Outsider I admit it – my brakes squealed today, but then I’m a committed disc-brake for winter riding kind of guy.

Byron’s always had a hard time with the value of it – mostly because of the dislike of brake squeak, but I can guaran-f’ing-tee it makes a huge difference on those dangerous, wet descents. Today I took my Baron Outsider for a nice 3.5hr ride in the cold, wet mess of a New Years day we had here in Seattle. I snapped some pics after I got home to capture the bike in its element (covered in road grit). If you want fancy shots – hit the website.



Why did I upgrade from the Trek Portland? It had disc brakes, decent geometry, and was relatively light, but it wasn’t quite right. The Baron had a leg up in a few key areas:

  1. STEEL. Steel rides so nicely. For long, slogging rides over roads and trails that aren’t all that pristine – I want the comfort of steel. I could have gone for a cheaper, China-container-ship-steel frame made with 4130, but the Baron is high-end Tru-Temper Platinum. Nice. Comfortable. Excellent handling.
  2. Geometry. The Baron is a pure road bike. Even the Portland had a high Bottom Bracket and raised head tube. It road ok, but the Baron carves like my race bike. More importantly I can match the geometry of my race bike and avoid the 2 weeks of knee pain as I make the transition for race season.
  3. 135mm OLD. Trek and most other road-disc bikes are spaced to 130mm. 130mm rear hubs suck. I now have buttery smooth White Industries hubs that will stand up to years of abuse built into solid 32 hole wheels. I LOVE my wheels.
  4. Local. Baron bikes are cut, mitered, and welded in Yakima, WA, and painted in Ballard (Seattle). That’s worth something to me and I’m willing to pay for that.

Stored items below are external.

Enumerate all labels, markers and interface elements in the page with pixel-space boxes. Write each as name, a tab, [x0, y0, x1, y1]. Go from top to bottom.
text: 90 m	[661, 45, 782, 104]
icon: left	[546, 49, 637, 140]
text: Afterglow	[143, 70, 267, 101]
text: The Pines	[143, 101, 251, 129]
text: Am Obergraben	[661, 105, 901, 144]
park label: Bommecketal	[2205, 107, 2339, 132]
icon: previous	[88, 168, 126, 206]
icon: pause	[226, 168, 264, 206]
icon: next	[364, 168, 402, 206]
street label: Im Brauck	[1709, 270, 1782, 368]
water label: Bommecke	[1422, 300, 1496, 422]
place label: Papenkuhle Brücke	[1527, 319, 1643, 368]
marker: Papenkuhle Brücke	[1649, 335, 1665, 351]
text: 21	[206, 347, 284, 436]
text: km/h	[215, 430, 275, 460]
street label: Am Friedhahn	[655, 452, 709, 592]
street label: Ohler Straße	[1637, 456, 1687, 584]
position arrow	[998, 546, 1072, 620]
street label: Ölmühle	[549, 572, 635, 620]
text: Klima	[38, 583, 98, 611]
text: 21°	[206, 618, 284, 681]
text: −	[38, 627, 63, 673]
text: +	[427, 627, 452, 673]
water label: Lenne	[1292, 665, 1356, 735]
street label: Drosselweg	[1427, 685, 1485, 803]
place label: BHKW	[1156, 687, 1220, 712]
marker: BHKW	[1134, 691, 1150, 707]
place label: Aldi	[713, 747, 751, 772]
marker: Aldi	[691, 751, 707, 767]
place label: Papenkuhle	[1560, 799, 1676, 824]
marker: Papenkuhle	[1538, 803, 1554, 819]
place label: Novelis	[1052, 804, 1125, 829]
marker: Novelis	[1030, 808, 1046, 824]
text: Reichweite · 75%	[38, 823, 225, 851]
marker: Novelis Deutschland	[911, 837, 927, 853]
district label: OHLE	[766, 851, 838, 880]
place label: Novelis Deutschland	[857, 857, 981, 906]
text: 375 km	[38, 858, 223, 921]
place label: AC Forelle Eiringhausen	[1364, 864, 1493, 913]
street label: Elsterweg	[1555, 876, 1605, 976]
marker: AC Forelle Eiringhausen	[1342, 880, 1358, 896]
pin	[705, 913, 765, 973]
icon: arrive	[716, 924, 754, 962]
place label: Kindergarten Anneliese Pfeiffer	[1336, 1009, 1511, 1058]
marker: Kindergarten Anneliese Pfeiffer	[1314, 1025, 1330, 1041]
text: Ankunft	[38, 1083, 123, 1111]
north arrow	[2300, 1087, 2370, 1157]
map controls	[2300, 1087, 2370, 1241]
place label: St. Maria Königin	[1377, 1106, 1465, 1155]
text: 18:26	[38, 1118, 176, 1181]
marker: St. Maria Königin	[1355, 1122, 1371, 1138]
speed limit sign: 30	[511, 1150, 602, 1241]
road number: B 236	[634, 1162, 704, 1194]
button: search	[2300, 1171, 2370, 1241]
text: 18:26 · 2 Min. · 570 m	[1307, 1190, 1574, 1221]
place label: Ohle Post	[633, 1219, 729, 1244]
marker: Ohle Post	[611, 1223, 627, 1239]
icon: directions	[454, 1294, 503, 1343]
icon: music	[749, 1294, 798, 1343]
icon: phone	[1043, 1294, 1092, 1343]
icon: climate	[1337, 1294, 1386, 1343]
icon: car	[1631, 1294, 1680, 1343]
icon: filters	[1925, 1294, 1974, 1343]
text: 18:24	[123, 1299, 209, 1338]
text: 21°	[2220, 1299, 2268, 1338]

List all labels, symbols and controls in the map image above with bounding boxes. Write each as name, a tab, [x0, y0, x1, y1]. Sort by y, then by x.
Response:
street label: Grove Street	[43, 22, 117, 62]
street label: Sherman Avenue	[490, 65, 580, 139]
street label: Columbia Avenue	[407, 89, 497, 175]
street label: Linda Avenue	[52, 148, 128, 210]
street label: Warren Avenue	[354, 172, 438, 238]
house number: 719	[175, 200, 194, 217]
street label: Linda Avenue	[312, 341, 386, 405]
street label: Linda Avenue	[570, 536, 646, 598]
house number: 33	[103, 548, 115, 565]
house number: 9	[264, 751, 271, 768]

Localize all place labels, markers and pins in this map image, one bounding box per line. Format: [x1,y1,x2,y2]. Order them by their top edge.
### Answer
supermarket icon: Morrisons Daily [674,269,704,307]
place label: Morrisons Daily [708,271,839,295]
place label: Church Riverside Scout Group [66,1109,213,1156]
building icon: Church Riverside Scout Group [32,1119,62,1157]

There’s some other stuff that makes it a stand out (aesthetic, clean cable routing, brake adjustability, stout fork, etc), but these are the main points.

What’s wrong with it? Well yes, under certain conditions I can get the brakes the squeal. I don’t so much care – on the descent into the Carnation valley (steep and winding) the two of us on discs made it down safely with far more comfort than the two on rim-brakes. For fender-mounting, there’s no mount at the chain stay. I understand the logic that the builder went with there, but I think there may be some clever options there that haven’t been considered. The only other thing that sort of bugs me is the paint. I got a first-generation Baron that didn’t have a clear coat. I was impatient and asked for the bike asap and said I’d go without. After seeing the clear-coat bike – I should have waited.

That’s it. Baron’s are going to be popping up in shops in the Seattle area soon. There are ~20 on the roads so far with more to come.